TASK DIRECTIONS:
Find the line with "M157,2298l183,-149" and the line with "<!-- route -->" in the entries below; output exactly those two lines, every line between them, and no others.

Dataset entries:
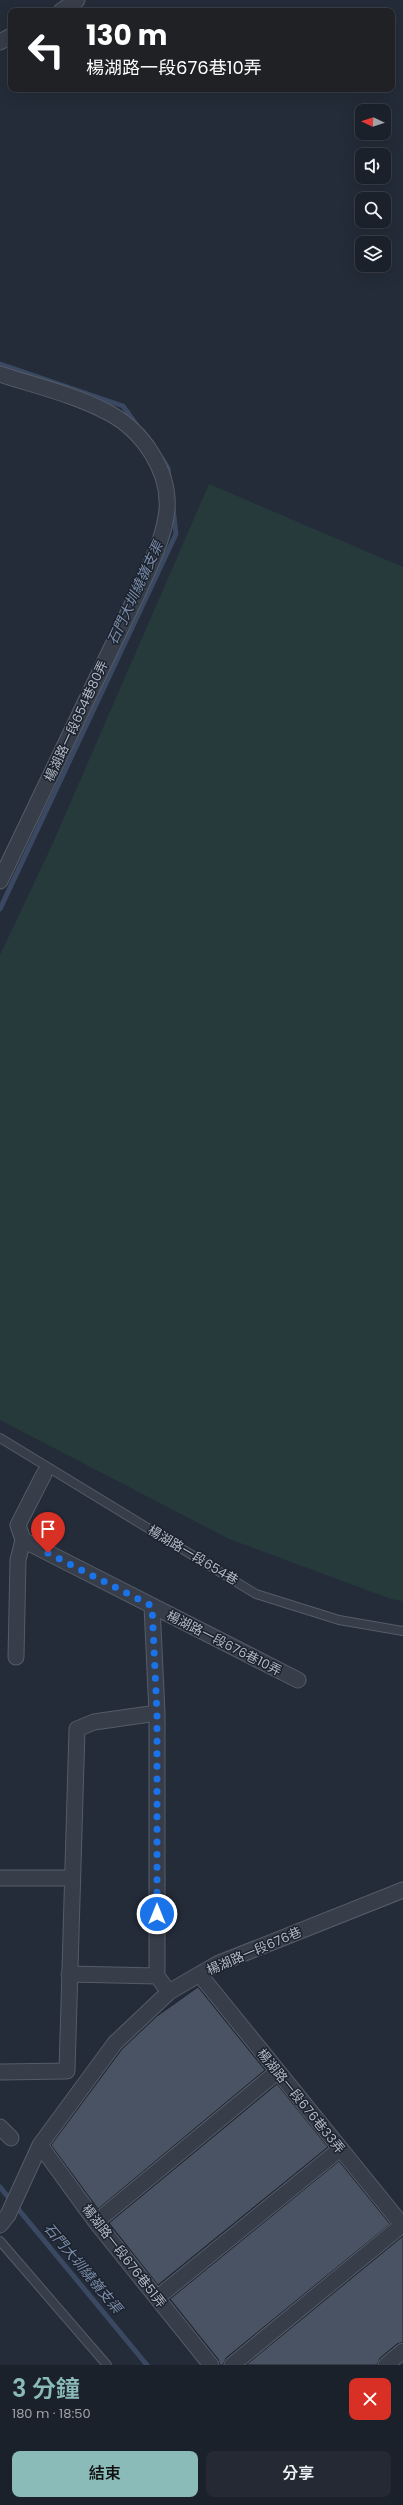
<!DOCTYPE html>
<html lang="zh-TW">
<head>
<meta charset="utf-8">
<style>
  body { margin:0; font-family:Poppins,"Noto Sans TC",sans-serif; background:#242933; color:#f1f3f6; height:100vh; display:flex; flex-direction:column; font-size:15px; white-space:nowrap }
  * { box-sizing:border-box; margin:0 }
  p { font-size:13px; color:#a0a3a9 }
  .icon { flex:none; width:22px; height:22px; fill:none; stroke:currentColor; stroke-width:2; stroke-linecap:round; stroke-linejoin:round }
  .map { position:relative; height:2365px; overflow:hidden }
  .details { display:flex; flex-direction:column; background:#1b212b; flex:1 }
  .details>* { flex:none }
  .top-card { position:absolute; left:8px; top:8px; width:387px; height:84px; border-radius:8px; box-shadow:0 4px 16px #0002,0 0 0 1px #393e47; background:#202124; color:#fff; overflow:hidden }
  .needle { width:26px; rotate:274deg }
  .fabs { position:absolute; left:355px; top:104px; display:grid; gap:8px }
  .fabs a { display:grid; place-items:center; width:36px; height:36px; border-radius:8px; background:#1b212b; box-shadow:0 4px 16px #0002,0 0 0 1px #393e47; font-size:20px }
  .pin { position:absolute; display:grid; place-items:center; width:34px; height:34px; color:#fff; margin:-41px -17px; border-radius:50% 50% 50% 0; rotate:-45deg; box-shadow:0 0 4px #0007 }
  .pin .icon { rotate:45deg }
  .me { position:absolute; width:44px; margin:-22px; rotate:0deg; stroke-linejoin:round; filter:drop-shadow(0 0 3px #0008) }
  .turn { display:flex; align-items:center; gap:14px; height:84px; padding:0 12px; font-size:18px }
  .turn .icon { width:52px; height:52px; stroke-width:2.5 }
  .turn b { display:block; font-size:28px; line-height:34px }
  .round { display:grid; place-items:center; flex:none; width:42px; height:42px; border-radius:8px; background:#242933 }
  .head { display:flex; align-items:center; justify-content:space-between; height:68px; padding:0 12px }
  h1 { font-size:24px; font-weight:600; line-height:30px; color:#8bbbb9 }
  .button { display:flex; gap:8px; margin-top:auto; padding:8px 12px }
  .button a { flex:1; height:46px; border-radius:8px; background:#8bbbb9; color:#111; font-size:16px; font-weight:600; line-height:46px; text-align:center }
  .button a+a { background:#242933; color:#f1f3f6 }
  .map>svg:first-child { display:block }
</style>
</head>
<body>
<div class="map">
<svg width="403" height="2365" viewBox="0 0 403 2365">
  <rect width="100%" height="100%" fill="#242c39"/>
  <!-- green -->
  <path fill="#26393b" d="M209,484l194,83v1034l-12,-2 -162,-60 -229,-119v-465l52,-110z"/>
  <g fill="none" stroke-linecap="round" stroke-linejoin="round">
    <!-- stream -->
    <path stroke="#3a4961" stroke-width="5" d="M0,364l123,42 15,21
      M163,460l5,8 1,10
      M0,909l176,-375 -3,-26
      M0,2187l147,178"/>
  </g>
  <!-- building -->
  <path fill="#4a5363" stroke="#1e2530" d="M198,1987l67,83 -167,139 -47,-64 71,-96 35,-33z
    M277,2084l51,63 -170,138 -49,-62z
    M339,2161l51,63 -164,134 -3,7h-3l-2,-6 -48,-60z
    M403,2236v106l-6,2 -17,14 -3,7h-131z"/>
  <g fill="none" stroke-linecap="round" stroke-linejoin="round">
    <!-- service casing -->
    <g stroke="#555c67" stroke-width="10">
      <path id="service" d="M0,1438l256,156 83,26 64,11
        M0,2241l107,124"/>
    </g>
    <!-- minor casing -->
    <g stroke="#555c67" stroke-width="17">
      <path id="minor" d="M61,11l16,-11
        M0,42l11,-6
        M0,374c36,12 76,21 109,39 34,18 61,58 58,97 -3,28 -16,53 -27,78l-140,293
        M44,1474l-26,51 5,15 275,140
        M152,1606l5,107v263l12,16
        M16,1657l2,-97 5,-20
        M0,1878h71
        M69,1974l88,2
        M200,1975l203,251
        M0,2072l67,-1 10,-342 17,-7 63,-9
        M0,2127l11,11
        M40,2145l56,77 115,143
        M96,2222l181,-150
        M0,2225l8,-10 32,-70 75,-102 54,-51 48,-28 186,-74
        M157,2298l183,-149
        M232,2365l170,-140
        M386,2365l17,-14"/>
    </g>
    <!-- service -->
    <use href="#service" stroke="#373e4a" stroke-width="8"/>
    <!-- minor -->
    <use href="#minor" stroke="#373e4a" stroke-width="15"/>
  </g>
  <g fill="none" stroke-linecap="round" stroke-linejoin="round">
    <!-- route -->
    <path stroke="#1a73e8" stroke-width="7" stroke-dasharray="0 12.6" d="M48,1553l104,53 5,108v200"/>
  </g>
  <g text-anchor="middle" dominant-baseline="central" stroke-width="3" stroke-linejoin="round" paint-order="stroke">
    <!-- street labels -->
    <g font-size="13" fill="#b2b9c5" stroke="#1c232e">
      <text transform="translate(76 721) rotate(-65)">楊湖路一段654巷80弄</text>
      <text transform="translate(193 1555) rotate(31)">楊湖路一段654巷</text>
      <text transform="translate(224 1643) rotate(27)">楊湖路一段676巷10弄</text>
      <text transform="translate(254 1951) rotate(-23)">楊湖路一段676巷</text>
      <text transform="translate(301 2101) rotate(51)">楊湖路一段676巷33弄</text>
      <text transform="translate(124 2256) rotate(52)">楊湖路一段676巷51弄</text>
    </g>
    <!-- water labels -->
    <g font-size="14" font-style="italic" fill="#7c8eab" stroke="#1c232e">
      <text transform="translate(135 593) rotate(-65)">石門大圳繞嶺支渠</text>
      <text transform="translate(83 2268) rotate(50)">石門大圳繞嶺支渠</text>
    </g>
  </g>
</svg>
<div class="fabs">
<a><svg class="needle" viewBox="-14 -14 28 28"><path d="M0-13l5 13h-10z" fill="#e53935"/><path d="M0 13l5-13h-10z" fill="#a0a3a9"/></svg></a>
<a><svg class="icon" aria-label="sound" viewBox="0 0 24 24"><path d="M4 9h4l5-4v14l-5-4H4zM17 9q2 3 0 6"/></svg></a>
<a><svg class="icon" aria-label="search" viewBox="0 0 24 24"><circle cx="10" cy="10" r="6"/><path d="M15 15l6 6"/></svg></a>
<a><svg class="icon" aria-label="layers" viewBox="0 0 24 24"><path d="M12 4l9 5-9 5-9-5zM3 14l9 5 9-5"/></svg></a>
</div>
<div class="pin" style="left:48px;top:1553px;background:#d93025"><svg class="icon" aria-label="arrive" viewBox="0 0 24 24"><path d="M6 21V4h12l-3 4 3 4H6"/></svg></div>
<svg class="me" style="left:157px;top:1914px" viewBox="-20 -20 40 40"><circle r="17" fill="#1a73e8" stroke="#fff" stroke-width="3"/><path d="M0-11L8 9 0 5-8 9z" fill="#fff"/></svg>
<div class="top-card">
<div class="turn"><svg class="icon" aria-label="left" viewBox="0 0 24 24"><path d="M17 20v-9H6M10 6l-5 5 5 5"/></svg><div><b>130 m</b>楊湖路一段676巷10弄</div></div>
</div>
</div>
<section class="details">
<div class="head"><div><h1>3 分鐘</h1><p>180 m · 18:50</p></div><a class="round" style="background:#d93025;color:#fff"><svg class="icon" aria-label="close" viewBox="0 0 24 24"><path d="M6 6l12 12M18 6L6 18"/></svg></a></div>
<div class="button"><a>結束</a><a>分享</a></div>
</section>
</body>
</html>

WRITTEN REPLY:
        M157,2298l183,-149
        M232,2365l170,-140
        M386,2365l17,-14"/>
    </g>
    <!-- service -->
    <use href="#service" stroke="#373e4a" stroke-width="8"/>
    <!-- minor -->
    <use href="#minor" stroke="#373e4a" stroke-width="15"/>
  </g>
  <g fill="none" stroke-linecap="round" stroke-linejoin="round">
    <!-- route -->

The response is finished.